P x P-sized state transition probability matrix R n (t) is represented as follows:
R n (t)=[Pr(c n (t+1)=l s |c n (t)=w s )] P×P l s ,w s ∈P (1)
in addition, the large data transmissions in the mist computing-blockchain system require network bandwidth resources to be taken up, but it is difficult in its architecture to know exactly how much network bandwidth resources are available in the next time slotTherefore, we also assume that the network bandwidth resource is B and that the network bandwidth resource is modeled as a random variable w b It can be divided into discrete intervals X, denoted as x= { X 0 ,X 1 ,...,X X-1 }。w b (t) is the available bandwidth resource over time slot t, we model the state of this random variable also through a Markov chain.

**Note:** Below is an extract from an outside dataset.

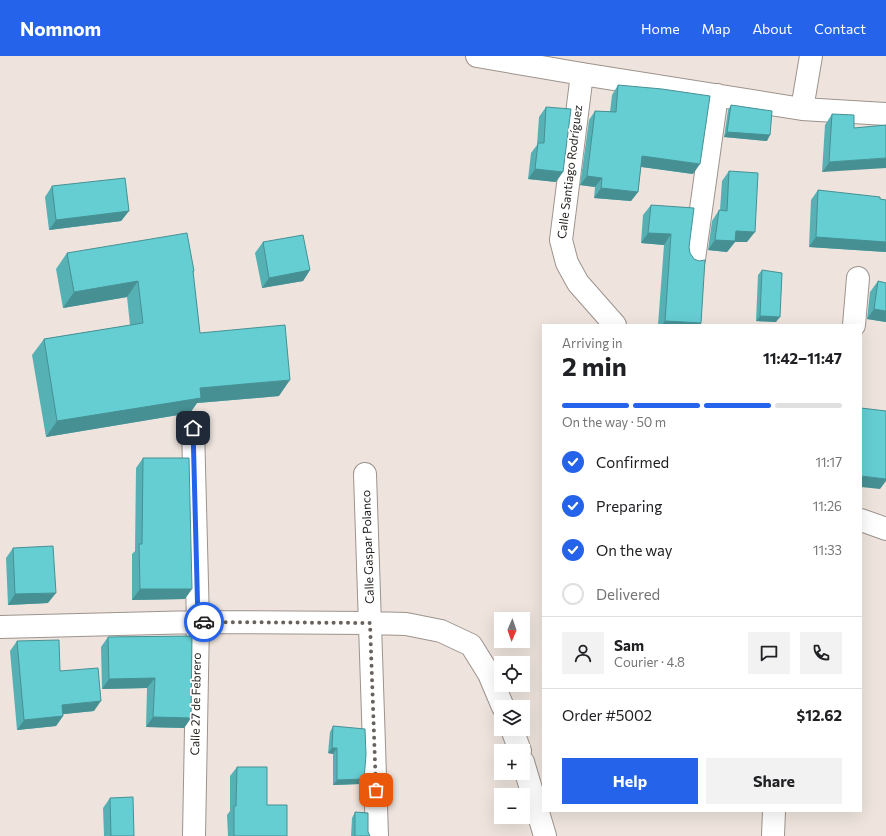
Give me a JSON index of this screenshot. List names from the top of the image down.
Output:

X-sized state transition probability matrix O b (t) is represented as follows:
O b (t)=[Pr(w b (t+1)=q s |w b (t)=m s )] X×X q s ,w s ∈X (2)
in a blockchain-based fog computing system, quality of service (QoS) requirements may vary significantly for different application scenarios. For example, some applications require low latency to achieve fast response, while others focus on extremely high throughput to process large amounts of data. Accordingly, it is necessary to dynamically adjust the configuration of the blockchain to optimize system performance according to different QoS requirements. To better evaluate and adjust the quality of service of the fog computing-blockchain system, we measure its performance, i.e., throughput and delay, by two key metrics. To represent these two parameters we can introduce a vector Q, where the first parameter represents the throughput criterion and the second parameter represents the latency (delay) criterion, which is expressed in particular as follows:
Q=[q T ,q L ] (3)
wherein the calculation of the throughput criterion is expressed as follows:
wherein delta target Is the throughput, delta, calculated using the current blockchain configuration avg Is the throughput calculated using a standard blockchain configuration.
Wherein θ is target Is the delay, θ, calculated using the current blockchain configuration avg Is the calculated delay under a standard blockchain configuration.
At the same time, we introduce a user preference array d= { D 1 ,d 2 }, where d 1 ,d 2 Representing the user's preference weights, i.e. throughput and delay requirements, we model the user throughput preference and delay preference as random variables D due to the uncertainty of the user's preference in a certain time slot 1 And D 2 Modeling by using a Markov chain to obtain a state transition probability matrix D 1 (t) and D 2 (T), where T e {0,1,2, …, T-1} represents a slot.
From the introduced vectors Q and D, the Qos values for the adopted blockchain configuration can be obtained, which are expressed as follows:
Qos=d 1 ·q T +d 2 ·q L (6)
(3) Throughput and delay optimization algorithms based on the deep reinforcement learning of Dueling are designed, a Markov decision process is established, and a state space, an action space and a reward function are established.
(1) The state space is defined as follows:
wherein d is 1 (t) and d 2 (t) represents user preference weight, c N (t) is the calculation power of node N in real time slot t, w B And (t) is the network bandwidth resource available at time slot t.
(2) The action space is defined as follows:
A(t)={a n (t),a b (t),a s (t)} (8)
wherein a is n (t) ∈ {1, 2..n …, N } indicates which node is selected as the block generator, a b (t) ∈ {1, 2.,. B.,. B indicates available bandwidth resources, a s (t) ∈ {1,2,.,. S,. S } represents a data blockA level of size.
(3) The bonus function is defined as follows:
wherein delta target And theta target Is the throughput and delay of the selected configuration, calculated as follows:
wherein c n (t) is the computational power of the selected block generator, b s Is the number of transactions, w, corresponding to the selected block size level b (t) is the selected bandwidth resource, δ avg θ avg Is the standard throughput and delay calculated by averaging all states.
(4) Throughput and delay optimization algorithms based on the lasting deep reinforcement learning are designed and dynamically adjusted according to state space, action space and rewarding function.
In the deep reinforcement learning algorithm, the action-state cost function Q (s, a) is expressed as follows:
wherein E is π Representing mathematical expectations, gamma E (0, 1) is a postulation factor reflecting the return between equilibrium instant and future, r t+k+1 Representing an instant prize under the t+k+1 time period policy.
The loss function L (θ) may train the network to produce a value that approximates the Q (s, a) function, expressed as follows:
where θ is the weight and bias of the network being evaluated, θ - Weights and biases for the target network.
Q of evaluated network eval (s, a, θ) is a combination of V(s) and A (s, a), defined as follows:
Q eval (s,a,θ)=V(s,θ,δ)+A(s,a,θ,ε) (14)
where δ and ε are parameters of two independent streams.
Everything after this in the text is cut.